* **WHAT THE TASK REQUIRES**: Select the lines below containing the word "rows".

Excerpts from a dataset:
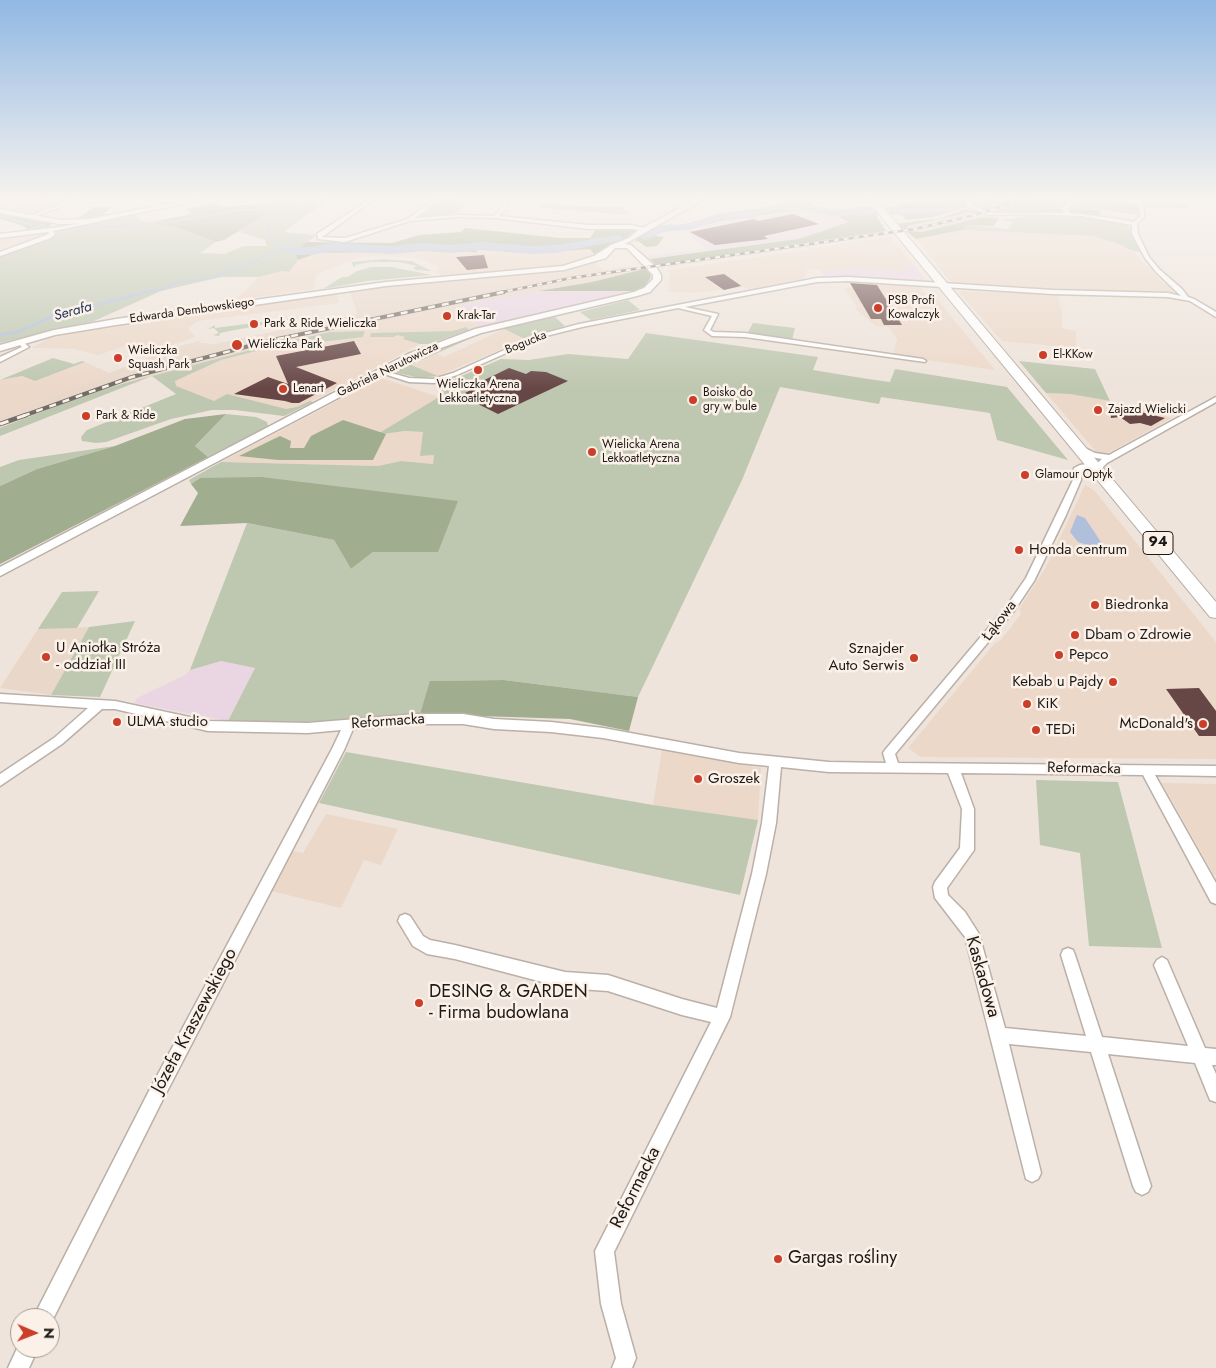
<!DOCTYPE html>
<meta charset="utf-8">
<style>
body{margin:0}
#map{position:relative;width:1216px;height:1368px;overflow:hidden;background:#eee4db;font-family:Jost,sans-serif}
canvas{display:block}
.north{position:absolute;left:10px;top:1308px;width:50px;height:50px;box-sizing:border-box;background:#fcf1e8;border:1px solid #a29b94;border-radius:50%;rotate:91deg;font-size:14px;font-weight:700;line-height:20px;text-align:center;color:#1c1916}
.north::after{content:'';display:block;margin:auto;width:18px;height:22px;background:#cb3f2a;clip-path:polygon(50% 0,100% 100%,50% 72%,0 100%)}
</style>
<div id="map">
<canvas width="1216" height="1368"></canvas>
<div class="north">N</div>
</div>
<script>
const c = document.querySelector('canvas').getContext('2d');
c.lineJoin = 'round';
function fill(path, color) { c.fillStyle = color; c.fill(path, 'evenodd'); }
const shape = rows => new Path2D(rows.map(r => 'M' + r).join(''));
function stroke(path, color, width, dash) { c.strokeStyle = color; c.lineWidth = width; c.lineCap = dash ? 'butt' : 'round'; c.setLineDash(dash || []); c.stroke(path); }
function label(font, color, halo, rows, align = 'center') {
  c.font = font + ' Jost,sans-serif'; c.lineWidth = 5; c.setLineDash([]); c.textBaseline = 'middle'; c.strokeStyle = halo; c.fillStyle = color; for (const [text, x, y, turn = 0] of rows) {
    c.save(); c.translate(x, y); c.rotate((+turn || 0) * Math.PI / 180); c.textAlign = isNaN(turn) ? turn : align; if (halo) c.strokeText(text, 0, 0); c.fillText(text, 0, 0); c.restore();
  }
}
fill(shape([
 [0,197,50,197,39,203,28,203,11,209,0,208],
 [962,230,1093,236,1132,249,1163,283,1168,283,1179,292,1080,291,958,284,949,280,916,239],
 [44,235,43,237,0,252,0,238],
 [890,237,914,265,902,264,906,271,844,268,845,271,808,269,803,279,750,291,745,287,695,293,668,292,670,272,662,271],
 [484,249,534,253,590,249,594,254,565,265,442,276,437,272,439,270,438,266,414,258,371,256,350,261,322,272,316,277,314,289,236,300,259,277,282,271,289,272,298,260,318,253,437,251,453,253],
 [869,282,919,286,928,297,937,299,995,370,893,355,897,339,889,327,876,326,855,309,857,306,844,288,871,286],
 [958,291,1058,294,1062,313,1062,328,1076,331,1076,348,1002,341],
 [335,293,337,294,339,303,199,321,188,328,195,337,148,354,125,346,98,355,75,349,31,348,48,339,74,333],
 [456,306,480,327,420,344,284,416,235,410,175,386,175,381,182,377,221,360,264,349,363,337,365,331,330,332],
 [504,329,525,339,438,376,410,366,437,354,444,357],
 [85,362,109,373,0,417,0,380,22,376,35,381],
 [381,378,439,397,377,435,405,431,424,432,421,456,434,455,433,464,401,461,378,466,221,462],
 [1046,393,1070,394,1110,401,1172,418,1108,453,1098,454],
 [1085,485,1094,490,1216,642,1216,759,921,757,908,748,995,643,1001,640,1021,614,1019,609,1046,567],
 [662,749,761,768,758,820,653,805],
 [1162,783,1216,784,1216,875,1214,875],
 [326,814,398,829,381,865,364,860,341,908,271,891,293,851,303,853]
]), '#ecd8c9');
fill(shape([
 [50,197,79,197,33,213,11,209,28,203,39,203],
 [796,210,835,215,850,222,798,239,650,259,645,256,706,249,683,230,721,221],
 [902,264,914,265,927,281,922,282,824,278,820,270,844,271,844,268,905,271],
 [539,291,557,290,634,291,480,327,456,306],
 [221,661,255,668,228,721,134,703,137,698,185,675,190,670]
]), '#ead5e3');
fill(shape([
 [971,212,983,217,921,232,910,231,907,226],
 [882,232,886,235,669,267,662,264],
 [594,262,604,270,630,266,640,267,642,269,592,282,466,304,254,349,96,391,0,428,0,417,144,359,180,346,199,341,201,343,214,344,357,314,350,292,353,290,552,271],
 [89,627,51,695,0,688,38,629]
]), '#e9d8ca');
fill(shape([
 [291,197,296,201,331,197,284,232,317,235,294,252,298,260,289,272,282,271,259,277,221,277,161,291,94,321,0,343,0,255,54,235,57,230,135,215,146,223,172,226,216,242,200,253,225,254,243,246,267,246,265,240,239,232,265,215,255,204],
 [443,197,462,197,466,202,464,207,453,215,419,217],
 [977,197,1006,199,1011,197,1028,197,983,212,970,205,969,202],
 [1036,197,1056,197,1104,204,1139,211,1140,215,1094,209,1088,210,1037,208,1040,212,1003,214,995,211],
 [1139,199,1180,201,1190,209,1144,207],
 [548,202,559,205,621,207,630,215,542,208,541,203],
 [1036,214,1103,217,1126,222,1142,252,1134,251,1116,243,1093,236,962,230,969,225,1008,229,1013,222,1002,220],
 [383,259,411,261,432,271,416,270,413,268,417,266,399,262,371,262,355,265,356,266,354,267,351,262],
 [371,267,392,267,432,275,367,281,323,289,342,277,347,277,357,271],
 [628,300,640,310,591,320,580,312],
 [302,317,220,333,219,336,213,335,219,333,214,328,208,329,215,325,215,328],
 [555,317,565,326,525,339,502,328],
 [753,323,795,328,792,340,747,334],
 [466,327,469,330,428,344,420,344,403,339,405,337,397,335,393,337,370,337,371,333,453,331],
 [365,331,363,337,264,349,221,360,175,381,176,386,214,401,227,394,286,409,297,407,310,401,313,402,284,416,235,410,212,410,171,419,106,442,96,443,82,441,81,437,87,430,176,394,152,376,0,436,0,428,96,391,152,376,254,349,330,332],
 [646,333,818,357,813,370,868,379,890,382,895,369,1007,387,1068,460,997,440,990,413,881,397,879,404,780,387,742,480,638,697,504,680,431,681,420,714,308,722,228,721,255,668,221,661,190,670,247,523,334,540,351,569,373,552,438,552,200,478,191,484,189,480,221,462,378,466,401,461,433,464,434,455,420,456,423,432,405,431,376,435,439,397,443,384,501,359,529,360,568,354,628,359],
 [468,337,469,339,411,365,438,376,421,378,397,373,396,369,417,357],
 [53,358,74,364,82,361,85,362,35,381,22,376,0,380],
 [1019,361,1095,369,1110,401,1070,394,1046,393],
 [226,414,256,417,267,422,268,426,208,457,195,446],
 [115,446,37,469,0,486,0,467,19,460],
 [99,591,77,628,38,629,62,592],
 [135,621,100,697,51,695,89,627],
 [346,752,653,805,758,820,740,895,319,803],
 [1036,780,1118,782,1162,948,1089,946,1080,853,1040,845]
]), '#bec7b0');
fill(shape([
 [792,197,805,197,813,207,831,210,859,209,858,207,871,207,886,231,656,265,650,259,798,239,849,222,835,215,796,210,721,221,683,230,660,232,656,236,664,237,657,246,646,247,638,241,635,242,640,234,656,225,681,225,722,214,763,208,781,203],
 [913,197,973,197,967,201,966,207,933,217,906,220,900,213,888,213,883,208,898,207,897,204,921,203,917,197],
 [1055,197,1134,197,1135,199,1117,197,1114,201,1137,205,1139,211],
 [213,203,224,207,255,204,266,215,224,240,216,242,172,226,146,223,192,214,186,209],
 [94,207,112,207,103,214,123,214,76,220],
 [1037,208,1088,210,1101,210,1099,216,1040,212],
 [965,209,980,212,973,214,971,212,907,226,908,229,901,230,896,224,941,218],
 [0,214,37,221,52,224,44,230,26,231,26,228,21,225,0,219],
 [983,217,998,218,998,220,993,226,969,225,962,230,916,239,906,231,922,232],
 [465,228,561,238,590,238,596,229,630,228,636,230,622,241,594,254,590,249,534,253,484,249,476,250,477,252,437,251,318,253,298,260,294,252,307,242,392,243,419,235,461,232],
 [648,268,651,277,645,286,634,291,539,291,592,282],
 [226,414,195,446,208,457,0,564,0,486,37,469,115,446,185,419],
 [343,420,386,434,373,460,278,460,239,456,280,436,291,441,290,448,304,448,311,436],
 [261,477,458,501,438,552,373,552,351,569,334,540,247,523,180,526,198,493,191,484,200,478],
 [504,680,638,697,629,731,570,719,420,714,430,681]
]), '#a1ad8f');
fill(shape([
 [1077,515,1085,518,1103,545,1090,546,1078,542,1070,532]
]), '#b0bfdb');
stroke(shape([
 [799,197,808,208],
 [0,216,32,225,32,229,42,225,45,226,42,228],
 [74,230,177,221,239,210,276,210,285,216,270,224,267,228,270,230,266,233,274,244,281,247],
 [140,293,166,288,181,281,212,278,274,253,276,249,285,248]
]), '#b0bfdb', 2);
stroke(shape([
 [0,335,17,332,56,315,146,292]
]), '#b0bfdb', 2.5);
fill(shape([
 [951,197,962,197,956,204,957,208,956,210,940,214,836,216,808,211,777,210,759,214,752,218,718,220,689,230,666,231,645,240,639,237,664,225,688,224,717,214,749,212,777,204,808,205,836,210,940,208,946,206,946,203,951,197],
 [617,235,621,236,623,238,621,240,557,253,531,254,481,250,453,253,424,251,392,254,334,251,310,255,295,255,281,250,279,248,285,244,296,247,310,247,334,243,392,246,424,243,453,245,481,242,531,246,557,245,617,235]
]), '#b0bfdb');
fill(shape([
 [793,214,819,224,764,236,768,239,715,245,690,232,754,219,758,221],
 [484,255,488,268,478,269,467,270,456,257],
 [724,274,740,285,741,286,724,290,705,277],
 [850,283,877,285,902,325,884,325,881,319,871,319],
 [354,341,361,354,296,367,337,383,299,403,292,403,285,401,234,394,268,377,288,384,276,356],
 [509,368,526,374,531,371,546,372,568,381,498,414,468,399,474,397,465,393,473,389,470,387],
 [1106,404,1116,406,1165,418,1151,426,1140,423,1130,424,1120,417,1111,418,1110,407],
 [1199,688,1216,711,1216,736,1199,736,1166,689]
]), '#664746');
const street = shape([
 [80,197,86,197,31,218,27,217,80,197],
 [373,197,378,197,322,237,345,238,408,219,438,197,443,197,415,218,459,215,494,216,504,205,503,197,507,197,508,205,499,216,588,225,632,225,647,229,644,231,632,229,588,229,495,218,459,217,409,221,345,242,318,239,317,234,373,197],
 [972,197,977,197,970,202,970,204,990,213,1065,213,1062,208,1074,197,1079,197,1067,209,1070,213,1119,219,1133,222,1140,217,1140,208,1134,197,1138,197,1144,208,1144,217,1137,224,1138,234,1149,257,1160,270,1182,289,1188,297,1194,299,1216,312,1216,317,1190,301,1168,297,1053,294,848,281,817,282,685,307,718,314,710,330,714,332,745,333,923,359,926,361,925,362,745,337,712,336,704,330,712,316,678,308,582,327,542,337,457,375,434,383,409,382,378,372,381,370,409,378,433,379,453,373,538,335,579,324,817,278,848,277,1053,290,1168,293,1181,296,1156,272,1145,258,1132,234,1132,225,1082,216,1027,214,989,215,966,206,966,201,972,197],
 [100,219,102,221,53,231,55,234,51,238,0,256,0,252,49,234,48,232,0,238,0,234,60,227,100,219],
 [18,341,22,341,29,347,0,362,0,357,22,347,17,342,18,341],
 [1216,397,1216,402,1107,463,1103,467,1102,475,1096,475,1095,467,1081,471,1081,480,1066,515,1034,581,1014,611,895,754,898,763,1216,766,1216,776,1155,775,1216,883,1216,904,1211,902,1143,775,961,773,974,809,974,850,947,888,948,895,965,912,979,934,1005,1028,1086,1036,1061,955,1063,950,1068,948,1073,950,1075,955,1102,1037,1188,1046,1154,965,1157,960,1162,957,1167,960,1205,1048,1216,1049,1216,1065,1212,1065,1216,1074,1216,1102,1210,1100,1195,1063,1108,1054,1151,1186,1148,1192,1142,1195,1136,1192,1133,1186,1091,1052,1009,1044,1041,1173,1038,1179,1032,1182,1026,1179,965,937,935,898,933,887,935,882,960,848,962,809,948,773,829,772,781,767,776,823,766,874,730,1017,614,1252,621,1304,636,1358,632,1368,612,1368,616,1358,601,1304,595,1251,711,1022,682,1015,608,991,565,988,455,959,427,954,413,946,398,921,400,916,405,914,410,916,423,936,430,940,455,945,565,972,608,975,682,999,717,1008,752,874,762,823,769,766,739,763,603,738,551,732,494,729,463,724,417,724,353,729,344,750,161,1103,50,1325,50,1318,33,1318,149,1091,332,749,341,730,308,733,208,731,115,709,102,709,62,744,0,786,0,774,54,738,88,708,0,702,0,694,115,701,208,721,308,723,417,714,463,714,494,719,551,722,603,728,739,753,829,762,886,763,883,753,885,750,1006,607,1026,578,1073,480,1074,468,1080,465,1093,463,1096,464,1102,459,1090,457,1075,450,1075,446,1081,446,1095,453,1109,455,1216,397],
 [20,1342,20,1348,38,1348,35,1355,29,1368,8,1368,20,1342]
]);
const secondary = shape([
 [204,197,217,197,89,223,60,224,0,213,0,209,60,220,89,219,204,197],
 [700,197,708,197,625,244,631,245,656,267,661,275,661,280,650,292,637,296,481,333,414,358,0,576,0,567,408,354,475,329,634,292,644,288,653,279,653,275,627,248,615,248,606,258,564,270,386,286,116,325,55,335,0,351,0,345,54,330,116,319,386,282,563,266,594,256,611,245,629,238,637,231,700,197]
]);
const primary = shape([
 [863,197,872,197,876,199,1216,602,1216,618,1210,617,870,203,863,197]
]);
stroke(street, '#bab0a7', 3);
stroke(secondary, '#bab0a7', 3);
stroke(primary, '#bab0a7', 2);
fill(street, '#fff');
fill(secondary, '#fff');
fill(primary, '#fff');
const railFar2 = shape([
 [498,293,571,278,915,229,975,215,1031,197]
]);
const railFar1 = shape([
 [23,416,132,377,268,341,504,292]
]);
const rail = shape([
 [0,424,26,415]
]);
stroke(railFar2, '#726c66', 2.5);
stroke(railFar1, '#726c66', 4);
stroke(rail, '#726c66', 4.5);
stroke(railFar2, '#fcf1e8', 2, [5]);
stroke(railFar1, '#fcf1e8', 2.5, [7]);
stroke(rail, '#fcf1e8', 3, [9]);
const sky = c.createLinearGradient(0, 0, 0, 389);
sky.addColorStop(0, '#91b8e3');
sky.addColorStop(0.51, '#f7f3ef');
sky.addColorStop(1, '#f7f3ef00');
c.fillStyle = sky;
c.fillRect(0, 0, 1216, 389);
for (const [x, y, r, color] of [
 [878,308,5,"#cb3f2a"],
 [447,316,5,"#cb3f2a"],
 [254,324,5,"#cb3f2a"],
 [237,345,6,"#cb3f2a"],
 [1043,355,5,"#cb3f2a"],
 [118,358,5,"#cb3f2a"],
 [478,370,5,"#cb3f2a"],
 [283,389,5,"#cb3f2a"],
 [693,400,5,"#cb3f2a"],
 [1098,410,5,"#cb3f2a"],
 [86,416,5,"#cb3f2a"],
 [592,452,5,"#cb3f2a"],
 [1025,475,5,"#cb3f2a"],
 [1019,550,5,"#cb3f2a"],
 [1095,605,5,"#cb3f2a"],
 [1075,635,5,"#cb3f2a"],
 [1059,655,5,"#cb3f2a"],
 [46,657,5,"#cb3f2a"],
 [914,658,5,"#cb3f2a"],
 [1113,682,5,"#cb3f2a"],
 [1027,704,5,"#cb3f2a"],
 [117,722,5,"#cb3f2a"],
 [1203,724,5,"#cb3f2a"],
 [1036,730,5,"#cb3f2a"],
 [698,779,5,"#cb3f2a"],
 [419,1003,5,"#cb3f2a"],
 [778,1259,5,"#cb3f2a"]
]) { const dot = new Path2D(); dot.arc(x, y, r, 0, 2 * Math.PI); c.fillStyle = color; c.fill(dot); stroke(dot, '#fcf1e8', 2); }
label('12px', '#1c1916', '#fcf1e8', [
 ["PSB Profi",888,301],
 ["Kowalczyk",888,315],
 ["Krak-Tar",457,316],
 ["Park & Ride Wieliczka",264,324],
 ["Wieliczka Park",248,345],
 ["Wieliczka",128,351],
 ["Squash Park",128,365],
 ["El-KKow",1053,355],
 ["Wieliczka Arena",478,385,"center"],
 ["Lekkoatletyczna",478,399,"center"],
 ["Lenart",293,389],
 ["Boisko do",703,393],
 ["gry w bule",703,407],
 ["Zajazd Wielicki",1108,410],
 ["Park & Ride",96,416],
 ["Wielicka Arena",602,445],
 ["Lekkoatletyczna",602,459],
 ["Glamour Optyk",1035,475]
], 'left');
label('12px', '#1c1916', '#fcf1e8', [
 ["Edwarda Dembowskiego",192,311,-8],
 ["Bogucka",526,343,-22],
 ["Gabriela Narutowicza",388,370,-26]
]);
label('italic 14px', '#1c2f55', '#fcf1e8', [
 ["Serafa",73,312,-15]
]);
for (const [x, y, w] of [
 [1158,543,30]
]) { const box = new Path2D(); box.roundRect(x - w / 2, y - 11.5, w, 23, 4); c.fillStyle = '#fcf1e8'; c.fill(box); stroke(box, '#1c1916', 1); }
label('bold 14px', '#1c1916', null, [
 ["94",1158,543]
]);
label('15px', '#1c1916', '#fcf1e8', [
 ["Honda centrum",1029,550],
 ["Biedronka",1105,605],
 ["Dbam o Zdrowie",1085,635],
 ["U Aniołka Stróża",56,648],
 ["- oddział III",56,665],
 ["Sznajder",904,649,"right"],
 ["Auto Serwis",904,666,"right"],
 ["Pepco",1069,655],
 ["Kebab u Pajdy",1103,682,"right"],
 ["KiK",1037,704],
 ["ULMA studio",127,722],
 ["McDonald's",1193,724,"right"],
 ["TEDi",1046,730],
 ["Groszek",708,779]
], 'left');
label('15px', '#1c1916', '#fcf1e8', [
 ["Łąkowa",1000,621,-53],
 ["Reformacka",388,722,-4],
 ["Reformacka",1084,769,1]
]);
label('18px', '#1c1916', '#fcf1e8', [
 ["Kaskadowa",982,977,74],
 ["Józefa Kraszewskiego",195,1021,-62],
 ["Reformacka",636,1188,-63]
]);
label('18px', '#1c1916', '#fcf1e8', [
 ["DESING & GARDEN",429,993],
 ["- Firma budowlana",429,1014],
 ["Gargas rośliny",788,1259]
], 'left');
</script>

* **EXERCISE RESPONSE**:
const shape = rows => new Path2D(rows.map(r => 'M' + r).join(''));
function label(font, color, halo, rows, align = 'center') {
  c.font = font + ' Jost,sans-serif'; c.lineWidth = 5; c.setLineDash([]); c.textBaseline = 'middle'; c.strokeStyle = halo; c.fillStyle = color; for (const [text, x, y, turn = 0] of rows) {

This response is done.